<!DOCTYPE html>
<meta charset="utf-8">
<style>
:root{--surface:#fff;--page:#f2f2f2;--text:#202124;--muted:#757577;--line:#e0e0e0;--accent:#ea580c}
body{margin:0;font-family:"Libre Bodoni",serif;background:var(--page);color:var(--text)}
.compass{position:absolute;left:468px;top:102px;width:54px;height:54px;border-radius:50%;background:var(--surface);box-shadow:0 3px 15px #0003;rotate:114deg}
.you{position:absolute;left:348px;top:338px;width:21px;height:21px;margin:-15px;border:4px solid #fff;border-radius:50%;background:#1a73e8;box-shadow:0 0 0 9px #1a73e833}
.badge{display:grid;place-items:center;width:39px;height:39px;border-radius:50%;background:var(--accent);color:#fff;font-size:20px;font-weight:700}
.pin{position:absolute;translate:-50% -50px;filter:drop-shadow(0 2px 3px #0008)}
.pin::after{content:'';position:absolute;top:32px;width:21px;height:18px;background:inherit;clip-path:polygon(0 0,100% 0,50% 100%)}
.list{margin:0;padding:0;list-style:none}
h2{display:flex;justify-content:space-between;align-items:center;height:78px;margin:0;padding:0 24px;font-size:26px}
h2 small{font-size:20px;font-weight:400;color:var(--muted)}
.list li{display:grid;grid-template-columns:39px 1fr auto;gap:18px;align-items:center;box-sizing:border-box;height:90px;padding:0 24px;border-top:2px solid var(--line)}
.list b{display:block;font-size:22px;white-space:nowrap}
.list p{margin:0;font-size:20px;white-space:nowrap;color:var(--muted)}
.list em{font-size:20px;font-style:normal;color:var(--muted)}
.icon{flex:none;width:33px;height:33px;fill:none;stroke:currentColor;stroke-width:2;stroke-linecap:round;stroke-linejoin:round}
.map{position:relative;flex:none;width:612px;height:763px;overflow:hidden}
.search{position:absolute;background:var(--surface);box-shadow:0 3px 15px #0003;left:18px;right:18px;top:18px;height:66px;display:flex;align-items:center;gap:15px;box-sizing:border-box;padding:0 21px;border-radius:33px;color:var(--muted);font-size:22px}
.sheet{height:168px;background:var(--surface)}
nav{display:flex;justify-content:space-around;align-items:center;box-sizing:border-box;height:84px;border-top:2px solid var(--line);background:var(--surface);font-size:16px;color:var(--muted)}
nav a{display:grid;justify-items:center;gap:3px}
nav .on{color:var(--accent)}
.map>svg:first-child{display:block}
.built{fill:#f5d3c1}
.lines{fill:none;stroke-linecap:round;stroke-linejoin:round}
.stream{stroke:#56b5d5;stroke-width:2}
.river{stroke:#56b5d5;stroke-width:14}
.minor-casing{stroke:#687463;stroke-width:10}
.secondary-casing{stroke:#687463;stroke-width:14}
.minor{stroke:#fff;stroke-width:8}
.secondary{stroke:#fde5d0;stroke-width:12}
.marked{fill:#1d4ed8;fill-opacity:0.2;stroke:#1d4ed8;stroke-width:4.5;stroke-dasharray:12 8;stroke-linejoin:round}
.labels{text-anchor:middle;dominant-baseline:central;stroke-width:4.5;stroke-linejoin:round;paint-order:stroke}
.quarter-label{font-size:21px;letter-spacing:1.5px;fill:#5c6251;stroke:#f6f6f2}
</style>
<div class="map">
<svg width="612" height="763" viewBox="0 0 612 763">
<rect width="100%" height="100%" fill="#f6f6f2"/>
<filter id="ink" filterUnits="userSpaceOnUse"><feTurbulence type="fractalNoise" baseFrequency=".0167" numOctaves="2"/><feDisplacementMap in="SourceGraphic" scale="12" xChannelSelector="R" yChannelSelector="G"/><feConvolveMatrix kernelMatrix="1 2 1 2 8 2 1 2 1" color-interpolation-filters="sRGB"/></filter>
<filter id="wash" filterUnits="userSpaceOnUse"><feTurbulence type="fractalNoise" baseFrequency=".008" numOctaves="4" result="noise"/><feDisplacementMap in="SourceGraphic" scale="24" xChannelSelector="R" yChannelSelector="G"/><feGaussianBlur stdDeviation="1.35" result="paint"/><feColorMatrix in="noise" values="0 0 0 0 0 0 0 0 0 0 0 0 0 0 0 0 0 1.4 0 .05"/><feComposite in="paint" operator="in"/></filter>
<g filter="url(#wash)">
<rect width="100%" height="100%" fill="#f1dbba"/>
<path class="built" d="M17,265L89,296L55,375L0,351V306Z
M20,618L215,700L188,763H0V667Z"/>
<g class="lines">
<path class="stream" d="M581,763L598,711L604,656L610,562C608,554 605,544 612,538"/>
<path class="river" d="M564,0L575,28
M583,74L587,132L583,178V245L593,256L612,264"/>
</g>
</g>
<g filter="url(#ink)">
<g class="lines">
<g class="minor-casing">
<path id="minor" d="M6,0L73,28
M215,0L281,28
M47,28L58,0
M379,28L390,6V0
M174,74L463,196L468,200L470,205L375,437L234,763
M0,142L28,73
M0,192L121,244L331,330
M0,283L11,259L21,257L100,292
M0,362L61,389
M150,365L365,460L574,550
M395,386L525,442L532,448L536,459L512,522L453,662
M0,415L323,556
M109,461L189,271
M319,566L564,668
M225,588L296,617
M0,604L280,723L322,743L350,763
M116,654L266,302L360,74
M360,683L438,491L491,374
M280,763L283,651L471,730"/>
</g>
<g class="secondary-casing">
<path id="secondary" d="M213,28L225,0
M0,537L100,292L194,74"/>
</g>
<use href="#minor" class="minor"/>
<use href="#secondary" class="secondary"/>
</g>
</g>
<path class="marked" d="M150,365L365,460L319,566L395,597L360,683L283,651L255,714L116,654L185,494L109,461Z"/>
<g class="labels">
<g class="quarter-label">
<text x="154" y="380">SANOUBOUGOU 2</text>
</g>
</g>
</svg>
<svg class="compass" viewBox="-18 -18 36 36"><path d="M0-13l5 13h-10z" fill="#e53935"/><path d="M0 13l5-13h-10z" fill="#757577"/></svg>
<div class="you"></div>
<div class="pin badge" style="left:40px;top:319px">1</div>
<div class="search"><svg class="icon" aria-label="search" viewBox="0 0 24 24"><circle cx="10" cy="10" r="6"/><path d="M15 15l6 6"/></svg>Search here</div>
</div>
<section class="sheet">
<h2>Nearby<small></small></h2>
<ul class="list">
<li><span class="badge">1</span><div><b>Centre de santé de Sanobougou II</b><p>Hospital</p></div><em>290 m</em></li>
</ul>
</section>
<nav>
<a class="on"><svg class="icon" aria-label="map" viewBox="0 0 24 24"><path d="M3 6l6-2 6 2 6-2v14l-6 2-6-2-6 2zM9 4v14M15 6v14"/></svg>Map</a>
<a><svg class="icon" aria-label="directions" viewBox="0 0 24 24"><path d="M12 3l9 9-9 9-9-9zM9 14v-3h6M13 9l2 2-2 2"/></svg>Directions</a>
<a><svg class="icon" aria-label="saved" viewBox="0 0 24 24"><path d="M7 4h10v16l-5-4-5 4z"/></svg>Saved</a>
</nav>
* * *
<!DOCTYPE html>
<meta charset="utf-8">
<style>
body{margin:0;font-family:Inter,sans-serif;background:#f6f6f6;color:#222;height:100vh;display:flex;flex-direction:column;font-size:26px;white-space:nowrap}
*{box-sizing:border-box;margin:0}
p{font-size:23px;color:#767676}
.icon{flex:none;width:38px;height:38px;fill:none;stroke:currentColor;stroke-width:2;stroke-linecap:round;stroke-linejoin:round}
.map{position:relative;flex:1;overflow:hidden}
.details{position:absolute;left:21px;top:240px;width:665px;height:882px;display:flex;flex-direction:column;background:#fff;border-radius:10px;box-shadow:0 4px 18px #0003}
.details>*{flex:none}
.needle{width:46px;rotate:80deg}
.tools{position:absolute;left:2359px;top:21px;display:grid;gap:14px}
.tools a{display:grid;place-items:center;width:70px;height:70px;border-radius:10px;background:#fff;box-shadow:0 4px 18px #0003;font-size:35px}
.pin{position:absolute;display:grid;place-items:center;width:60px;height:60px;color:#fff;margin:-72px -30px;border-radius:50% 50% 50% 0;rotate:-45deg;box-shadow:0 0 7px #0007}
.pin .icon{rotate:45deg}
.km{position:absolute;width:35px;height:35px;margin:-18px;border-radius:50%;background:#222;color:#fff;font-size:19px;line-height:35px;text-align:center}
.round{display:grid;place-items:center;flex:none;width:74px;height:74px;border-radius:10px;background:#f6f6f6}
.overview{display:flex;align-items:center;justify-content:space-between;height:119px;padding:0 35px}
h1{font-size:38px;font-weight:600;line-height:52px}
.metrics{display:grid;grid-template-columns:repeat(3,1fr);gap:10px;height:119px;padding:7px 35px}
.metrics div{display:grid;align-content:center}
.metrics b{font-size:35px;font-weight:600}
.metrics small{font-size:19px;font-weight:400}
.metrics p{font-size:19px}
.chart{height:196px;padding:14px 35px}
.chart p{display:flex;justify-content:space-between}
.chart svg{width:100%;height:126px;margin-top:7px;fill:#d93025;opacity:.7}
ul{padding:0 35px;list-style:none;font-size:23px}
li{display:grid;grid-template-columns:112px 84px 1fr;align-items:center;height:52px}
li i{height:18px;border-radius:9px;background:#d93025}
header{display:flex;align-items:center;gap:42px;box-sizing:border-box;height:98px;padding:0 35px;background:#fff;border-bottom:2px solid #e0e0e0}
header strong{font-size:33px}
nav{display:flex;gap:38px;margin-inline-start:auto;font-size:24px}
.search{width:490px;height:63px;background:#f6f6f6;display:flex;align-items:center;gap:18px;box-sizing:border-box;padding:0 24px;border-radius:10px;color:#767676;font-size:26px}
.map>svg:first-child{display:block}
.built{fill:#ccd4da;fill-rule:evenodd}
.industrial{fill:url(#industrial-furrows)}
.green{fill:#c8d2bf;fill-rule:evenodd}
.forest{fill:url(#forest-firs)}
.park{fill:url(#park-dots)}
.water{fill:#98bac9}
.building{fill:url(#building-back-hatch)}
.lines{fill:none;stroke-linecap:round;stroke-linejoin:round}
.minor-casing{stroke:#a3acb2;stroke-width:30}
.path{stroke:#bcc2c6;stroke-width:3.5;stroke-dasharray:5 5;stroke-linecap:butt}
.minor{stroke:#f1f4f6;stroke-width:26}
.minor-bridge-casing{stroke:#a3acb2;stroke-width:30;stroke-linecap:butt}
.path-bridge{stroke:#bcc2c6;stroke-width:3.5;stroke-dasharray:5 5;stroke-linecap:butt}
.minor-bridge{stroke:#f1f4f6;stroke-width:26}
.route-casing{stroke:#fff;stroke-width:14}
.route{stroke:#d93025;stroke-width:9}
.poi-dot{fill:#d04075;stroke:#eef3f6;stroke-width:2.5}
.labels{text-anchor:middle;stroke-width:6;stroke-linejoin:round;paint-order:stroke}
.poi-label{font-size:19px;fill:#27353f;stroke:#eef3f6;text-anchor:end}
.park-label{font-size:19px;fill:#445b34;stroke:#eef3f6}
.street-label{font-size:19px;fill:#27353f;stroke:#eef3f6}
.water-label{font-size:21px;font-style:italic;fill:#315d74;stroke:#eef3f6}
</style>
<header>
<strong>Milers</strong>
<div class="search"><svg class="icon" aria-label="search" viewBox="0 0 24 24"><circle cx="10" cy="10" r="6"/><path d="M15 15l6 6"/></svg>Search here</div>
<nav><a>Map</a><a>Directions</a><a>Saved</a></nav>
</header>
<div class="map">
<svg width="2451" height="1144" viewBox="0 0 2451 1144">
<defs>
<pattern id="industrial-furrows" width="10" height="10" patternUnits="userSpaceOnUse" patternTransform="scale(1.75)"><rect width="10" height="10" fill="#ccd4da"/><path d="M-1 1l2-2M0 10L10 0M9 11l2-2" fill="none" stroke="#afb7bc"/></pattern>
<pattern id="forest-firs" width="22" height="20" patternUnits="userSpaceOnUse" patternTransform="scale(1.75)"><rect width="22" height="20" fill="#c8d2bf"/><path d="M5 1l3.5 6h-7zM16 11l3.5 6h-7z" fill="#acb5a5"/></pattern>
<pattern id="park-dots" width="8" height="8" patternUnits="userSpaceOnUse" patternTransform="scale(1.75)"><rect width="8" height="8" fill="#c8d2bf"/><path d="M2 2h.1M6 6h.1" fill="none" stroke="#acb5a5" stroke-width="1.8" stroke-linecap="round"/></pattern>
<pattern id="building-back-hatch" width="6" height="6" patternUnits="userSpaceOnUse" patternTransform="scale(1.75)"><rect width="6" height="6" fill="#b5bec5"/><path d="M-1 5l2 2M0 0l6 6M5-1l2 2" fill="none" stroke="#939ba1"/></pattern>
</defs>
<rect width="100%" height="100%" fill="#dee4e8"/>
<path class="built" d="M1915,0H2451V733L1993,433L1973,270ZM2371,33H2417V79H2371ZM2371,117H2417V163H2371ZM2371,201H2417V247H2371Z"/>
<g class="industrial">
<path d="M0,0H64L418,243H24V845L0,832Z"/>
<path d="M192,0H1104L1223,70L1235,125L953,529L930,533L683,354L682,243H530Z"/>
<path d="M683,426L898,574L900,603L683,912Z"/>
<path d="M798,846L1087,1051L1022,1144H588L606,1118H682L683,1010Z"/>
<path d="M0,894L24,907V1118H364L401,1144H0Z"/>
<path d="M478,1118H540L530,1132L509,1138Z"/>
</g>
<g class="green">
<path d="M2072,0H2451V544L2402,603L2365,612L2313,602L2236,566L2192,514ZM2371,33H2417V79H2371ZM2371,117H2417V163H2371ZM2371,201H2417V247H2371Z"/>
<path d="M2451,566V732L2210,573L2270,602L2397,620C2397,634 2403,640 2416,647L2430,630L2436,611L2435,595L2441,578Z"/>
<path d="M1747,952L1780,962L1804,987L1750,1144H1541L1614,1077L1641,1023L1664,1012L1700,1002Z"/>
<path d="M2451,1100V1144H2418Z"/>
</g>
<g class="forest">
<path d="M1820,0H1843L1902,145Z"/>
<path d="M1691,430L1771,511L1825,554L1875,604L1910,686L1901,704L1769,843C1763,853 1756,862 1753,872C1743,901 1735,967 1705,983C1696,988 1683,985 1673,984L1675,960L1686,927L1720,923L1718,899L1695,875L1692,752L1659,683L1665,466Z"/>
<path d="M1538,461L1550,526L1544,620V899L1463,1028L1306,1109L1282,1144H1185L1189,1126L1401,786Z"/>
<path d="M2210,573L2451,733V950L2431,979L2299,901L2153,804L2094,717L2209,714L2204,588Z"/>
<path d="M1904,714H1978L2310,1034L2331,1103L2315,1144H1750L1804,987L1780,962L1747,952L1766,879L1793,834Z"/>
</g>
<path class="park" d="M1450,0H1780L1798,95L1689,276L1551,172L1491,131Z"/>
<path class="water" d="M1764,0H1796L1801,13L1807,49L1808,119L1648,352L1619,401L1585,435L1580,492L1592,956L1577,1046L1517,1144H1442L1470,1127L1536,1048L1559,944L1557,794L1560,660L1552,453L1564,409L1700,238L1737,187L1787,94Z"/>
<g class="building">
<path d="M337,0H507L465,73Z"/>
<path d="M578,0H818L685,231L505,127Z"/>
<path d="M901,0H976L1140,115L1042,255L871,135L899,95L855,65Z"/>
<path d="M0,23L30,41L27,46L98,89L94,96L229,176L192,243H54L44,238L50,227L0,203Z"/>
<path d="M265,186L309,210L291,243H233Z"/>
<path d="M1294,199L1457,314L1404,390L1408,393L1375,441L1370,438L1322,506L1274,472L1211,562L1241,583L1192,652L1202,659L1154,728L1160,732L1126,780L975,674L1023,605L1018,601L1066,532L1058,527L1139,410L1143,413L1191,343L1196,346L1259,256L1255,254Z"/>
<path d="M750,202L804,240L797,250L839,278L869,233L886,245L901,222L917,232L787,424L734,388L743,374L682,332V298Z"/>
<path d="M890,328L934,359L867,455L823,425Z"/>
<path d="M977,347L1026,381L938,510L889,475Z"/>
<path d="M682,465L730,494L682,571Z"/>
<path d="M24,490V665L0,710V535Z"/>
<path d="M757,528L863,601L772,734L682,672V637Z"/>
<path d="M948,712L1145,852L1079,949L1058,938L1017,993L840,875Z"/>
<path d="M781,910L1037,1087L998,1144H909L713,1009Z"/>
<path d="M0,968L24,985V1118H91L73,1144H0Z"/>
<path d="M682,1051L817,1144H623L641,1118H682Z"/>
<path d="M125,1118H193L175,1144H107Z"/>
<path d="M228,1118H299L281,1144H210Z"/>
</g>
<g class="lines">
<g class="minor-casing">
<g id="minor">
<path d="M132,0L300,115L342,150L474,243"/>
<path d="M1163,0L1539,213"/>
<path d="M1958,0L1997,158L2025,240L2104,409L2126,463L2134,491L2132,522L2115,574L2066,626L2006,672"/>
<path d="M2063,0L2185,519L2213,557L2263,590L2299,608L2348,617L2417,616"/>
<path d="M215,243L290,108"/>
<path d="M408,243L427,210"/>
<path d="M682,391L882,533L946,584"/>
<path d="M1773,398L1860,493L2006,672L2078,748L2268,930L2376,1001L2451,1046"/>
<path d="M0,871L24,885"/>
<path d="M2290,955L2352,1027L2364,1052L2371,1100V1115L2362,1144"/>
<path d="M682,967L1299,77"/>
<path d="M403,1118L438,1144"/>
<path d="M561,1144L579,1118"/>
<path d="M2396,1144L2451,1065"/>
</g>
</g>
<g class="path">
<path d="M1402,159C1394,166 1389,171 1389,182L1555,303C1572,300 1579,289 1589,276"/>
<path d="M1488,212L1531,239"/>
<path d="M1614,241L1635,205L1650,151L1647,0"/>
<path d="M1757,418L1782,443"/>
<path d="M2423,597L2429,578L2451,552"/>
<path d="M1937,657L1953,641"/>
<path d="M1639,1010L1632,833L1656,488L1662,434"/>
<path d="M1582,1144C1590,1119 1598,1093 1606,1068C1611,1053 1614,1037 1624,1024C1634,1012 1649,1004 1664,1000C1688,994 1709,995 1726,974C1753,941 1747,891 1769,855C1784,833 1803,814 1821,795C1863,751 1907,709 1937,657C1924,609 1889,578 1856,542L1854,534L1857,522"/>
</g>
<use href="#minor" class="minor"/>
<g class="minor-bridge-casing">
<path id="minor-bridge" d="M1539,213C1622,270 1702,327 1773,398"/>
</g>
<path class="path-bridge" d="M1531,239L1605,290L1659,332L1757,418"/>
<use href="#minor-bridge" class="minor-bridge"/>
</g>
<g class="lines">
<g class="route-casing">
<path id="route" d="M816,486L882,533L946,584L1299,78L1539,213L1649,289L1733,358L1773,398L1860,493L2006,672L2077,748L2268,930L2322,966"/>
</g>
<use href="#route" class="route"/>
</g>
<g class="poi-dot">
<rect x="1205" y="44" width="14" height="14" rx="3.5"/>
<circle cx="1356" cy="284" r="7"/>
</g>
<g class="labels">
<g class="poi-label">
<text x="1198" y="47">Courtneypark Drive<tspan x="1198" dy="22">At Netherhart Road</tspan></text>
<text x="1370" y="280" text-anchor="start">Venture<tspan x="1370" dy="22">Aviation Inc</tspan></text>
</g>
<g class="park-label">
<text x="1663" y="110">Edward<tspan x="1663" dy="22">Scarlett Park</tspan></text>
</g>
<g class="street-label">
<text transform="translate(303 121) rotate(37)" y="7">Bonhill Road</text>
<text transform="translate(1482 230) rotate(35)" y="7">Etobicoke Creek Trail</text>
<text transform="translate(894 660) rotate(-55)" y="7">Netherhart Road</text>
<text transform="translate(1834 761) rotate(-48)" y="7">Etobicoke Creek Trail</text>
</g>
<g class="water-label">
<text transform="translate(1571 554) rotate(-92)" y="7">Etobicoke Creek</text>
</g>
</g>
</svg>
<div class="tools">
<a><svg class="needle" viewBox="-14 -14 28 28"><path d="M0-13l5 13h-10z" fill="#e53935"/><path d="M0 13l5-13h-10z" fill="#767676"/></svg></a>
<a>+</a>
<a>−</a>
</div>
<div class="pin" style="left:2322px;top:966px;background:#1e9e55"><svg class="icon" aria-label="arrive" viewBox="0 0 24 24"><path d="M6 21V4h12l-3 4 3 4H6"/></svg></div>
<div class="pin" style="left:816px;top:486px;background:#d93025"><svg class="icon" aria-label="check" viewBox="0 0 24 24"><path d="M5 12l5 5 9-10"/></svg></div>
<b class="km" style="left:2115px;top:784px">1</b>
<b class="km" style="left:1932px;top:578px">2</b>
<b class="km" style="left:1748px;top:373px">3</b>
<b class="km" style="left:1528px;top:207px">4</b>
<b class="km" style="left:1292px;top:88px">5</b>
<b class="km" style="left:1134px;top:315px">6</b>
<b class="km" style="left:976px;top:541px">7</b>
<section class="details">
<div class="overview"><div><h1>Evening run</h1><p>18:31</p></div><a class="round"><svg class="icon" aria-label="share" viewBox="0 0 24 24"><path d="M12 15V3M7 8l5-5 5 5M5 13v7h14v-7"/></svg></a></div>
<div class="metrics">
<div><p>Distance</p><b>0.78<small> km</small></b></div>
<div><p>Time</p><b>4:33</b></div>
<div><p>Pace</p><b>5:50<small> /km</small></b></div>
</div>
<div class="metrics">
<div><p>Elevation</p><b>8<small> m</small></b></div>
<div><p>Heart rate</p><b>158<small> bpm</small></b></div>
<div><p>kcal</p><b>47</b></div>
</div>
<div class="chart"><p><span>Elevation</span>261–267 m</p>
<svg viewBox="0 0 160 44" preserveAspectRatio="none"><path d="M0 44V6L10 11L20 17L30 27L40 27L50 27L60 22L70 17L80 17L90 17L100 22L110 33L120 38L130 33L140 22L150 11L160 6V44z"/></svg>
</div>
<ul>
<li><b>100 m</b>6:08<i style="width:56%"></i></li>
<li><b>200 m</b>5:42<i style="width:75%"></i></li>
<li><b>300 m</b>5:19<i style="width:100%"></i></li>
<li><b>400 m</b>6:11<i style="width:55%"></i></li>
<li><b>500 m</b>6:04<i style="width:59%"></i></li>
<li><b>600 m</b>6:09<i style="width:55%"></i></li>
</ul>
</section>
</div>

What is required
Among the lines above, return those that contain the string "middle".

Reply
.labels{text-anchor:middle;dominant-baseline:central;stroke-width:4.5;stroke-linejoin:round;paint-order:stroke}
.labels{text-anchor:middle;stroke-width:6;stroke-linejoin:round;paint-order:stroke}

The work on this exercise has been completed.